Billion-dollar views

Landscape paintings from Microsoft co-founder Paul Allen’s collection travel to Mia

Joseph Mallord William Turner's "Depositing of John Bellini's Three Pictures in La Chiesa Redentore, Venice," painted in 1841.
Joseph Mallord William Turner's "Depositing of John Bellini's Three Pictures in La Chiesa Redentore, Venice," painted in 1841.

WHITTIER — Microsoft co-founder Paul Allen entered the big leagues of art collecting in 1992 when he purchased his first Monet, “The Water-Lily Pond,” a 1919 scene painted in the French artist’s gardens at Giverny.

There are five Monets among the 39 paintings from Allen’s collection that recently made the trip to Minneapolis for “Seeing Nature.” It’s the first-ever traveling exhibition drawn from the billionaire businessman-investor-philanthropist-sports mogul’s personal art holdings, and if the phrase “five Monets” didn’t give it away, let’s be clear: the concentration of great works here is stunning.

From views of Venice by Joseph Mallord William Turner and Edouard Manet to a psychedelic vision of the Grand Canyon painted by David Hockney to a ravishing birch-forest scene by Gustav Klimt, “Seeing Nature” is one astonishing moment followed by another. The Minneapolis Institute of Arts is the third of five stops on a tour bookended by installations in Portland and Seattle in Allen’s native Northwest.

“Seeing Nature” is somewhat eccentrically framed as an exhibition of landscape paintings.
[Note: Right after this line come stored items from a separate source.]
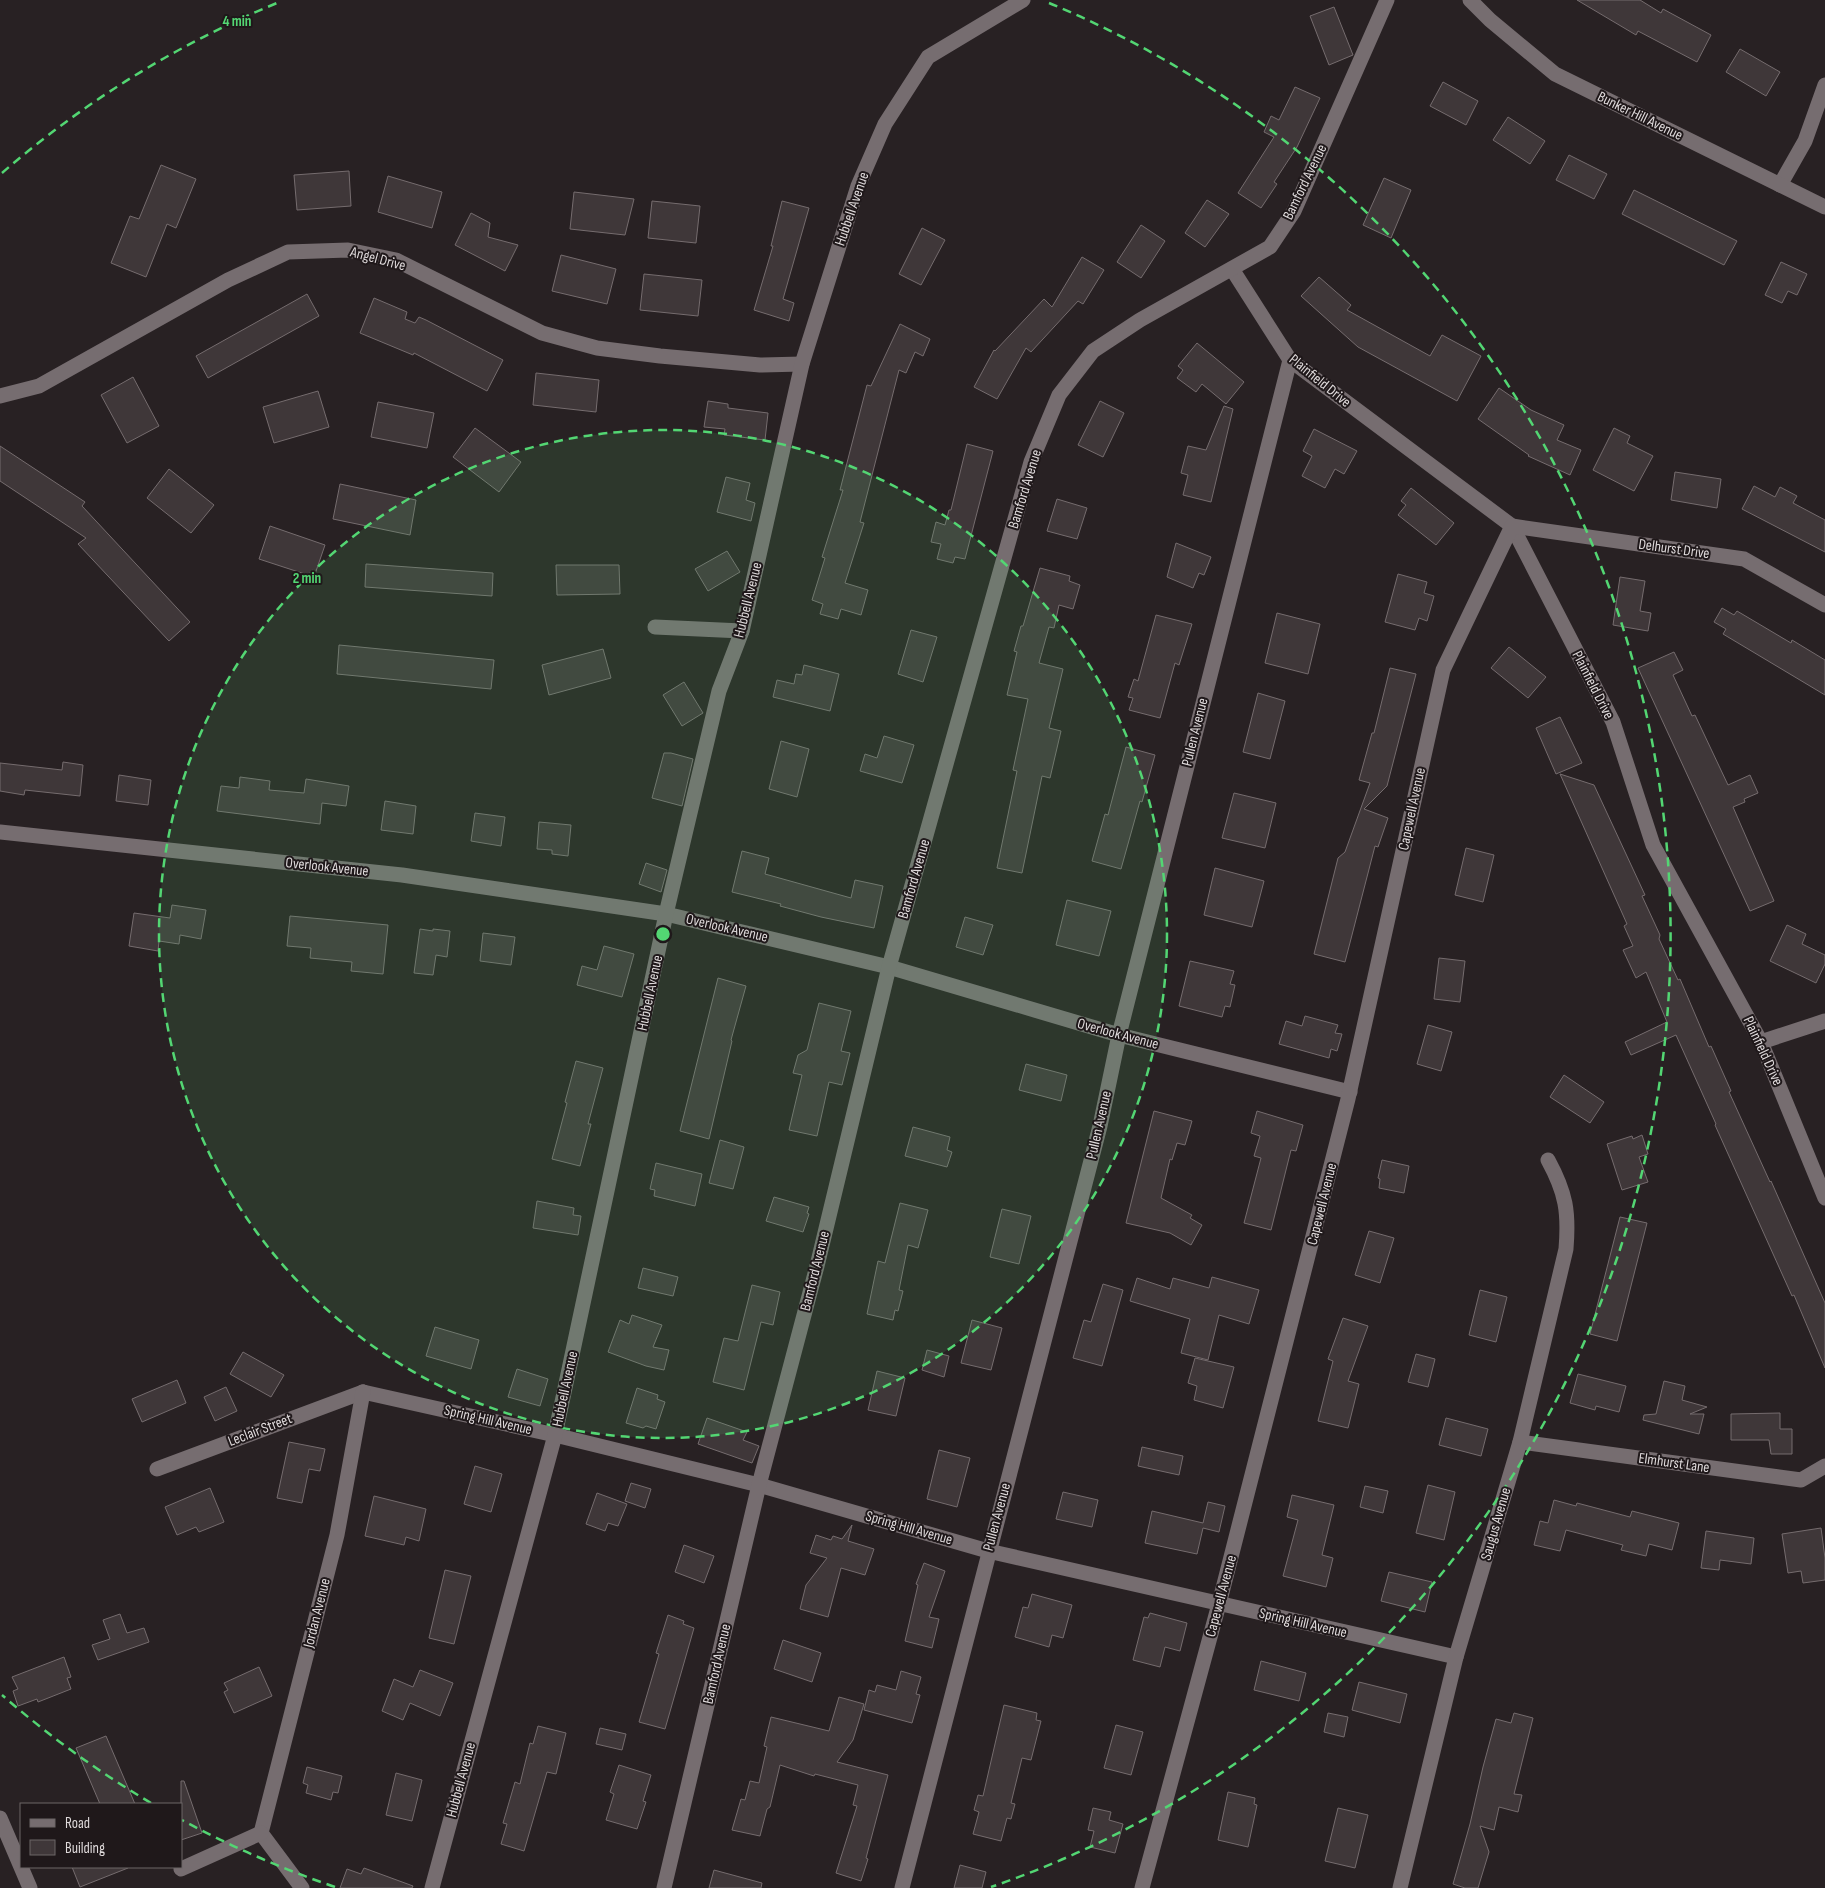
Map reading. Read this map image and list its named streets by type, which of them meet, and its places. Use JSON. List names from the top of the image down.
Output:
{
  "streets": {
    "street": [
      "Bunker Hill Avenue",
      "Bamford Avenue",
      "Hubbell Avenue",
      "Angel Drive",
      "Plainfield Drive",
      "Delhurst Drive",
      "Pullen Avenue",
      "Capewell Avenue",
      "Overlook Avenue",
      "Spring Hill Avenue",
      "Leclair Street",
      "Elmhurst Lane",
      "Saugus Avenue",
      "Jordan Avenue"
    ]
  },
  "crossings": [
    ["Bamford Avenue", "Plainfield Drive"],
    ["Bamford Avenue", "Overlook Avenue"],
    ["Bamford Avenue", "Spring Hill Avenue"],
    ["Hubbell Avenue", "Angel Drive"],
    ["Hubbell Avenue", "Overlook Avenue"],
    ["Hubbell Avenue", "Spring Hill Avenue"],
    ["Plainfield Drive", "Delhurst Drive"],
    ["Plainfield Drive", "Pullen Avenue"],
    ["Plainfield Drive", "Capewell Avenue"],
    ["Delhurst Drive", "Capewell Avenue"],
    ["Pullen Avenue", "Overlook Avenue"],
    ["Pullen Avenue", "Spring Hill Avenue"],
    ["Capewell Avenue", "Overlook Avenue"],
    ["Capewell Avenue", "Spring Hill Avenue"],
    ["Spring Hill Avenue", "Leclair Street"],
    ["Spring Hill Avenue", "Saugus Avenue"],
    ["Spring Hill Avenue", "Jordan Avenue"],
    ["Leclair Street", "Jordan Avenue"],
    ["Elmhurst Lane", "Saugus Avenue"]
  ],
  "legend": ["Road", "Building"],
  "rings": ["4 min", "2 min"]
}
The definition of landscape here is elastic enough to include an Ed Ruscha gas station, a Georgia O’Keeffe flower and a nearly 400-year-old series of allegorical paintings based on the five senses by Jan Brueghel the Younger.

Then again, Ruscha’s untitled 1989 painting of a Standard Oil station does evoke the built environment of America’s interstate highway system, and O’Keeffe’s strong association with the American Southwest means it’s possible to see something of the aseptic, wind-carved desert landscape in the flower’s satin-smooth frills (or at least the curators will make that case).

With the exception of “Smell,” which is set in a garden, Jan the Younger’s five senses paintings are interior scenes stuffed with symbolic objects (fine art, a telescope and an astrolabe for “Sight”; clocks, stringed instruments and tropical birds for “Hearing”) demonstrating a Renaissance-era zeal for categorizing and ordering the natural world. The distant, park-like landscapes are only glimpsed through portals and archways.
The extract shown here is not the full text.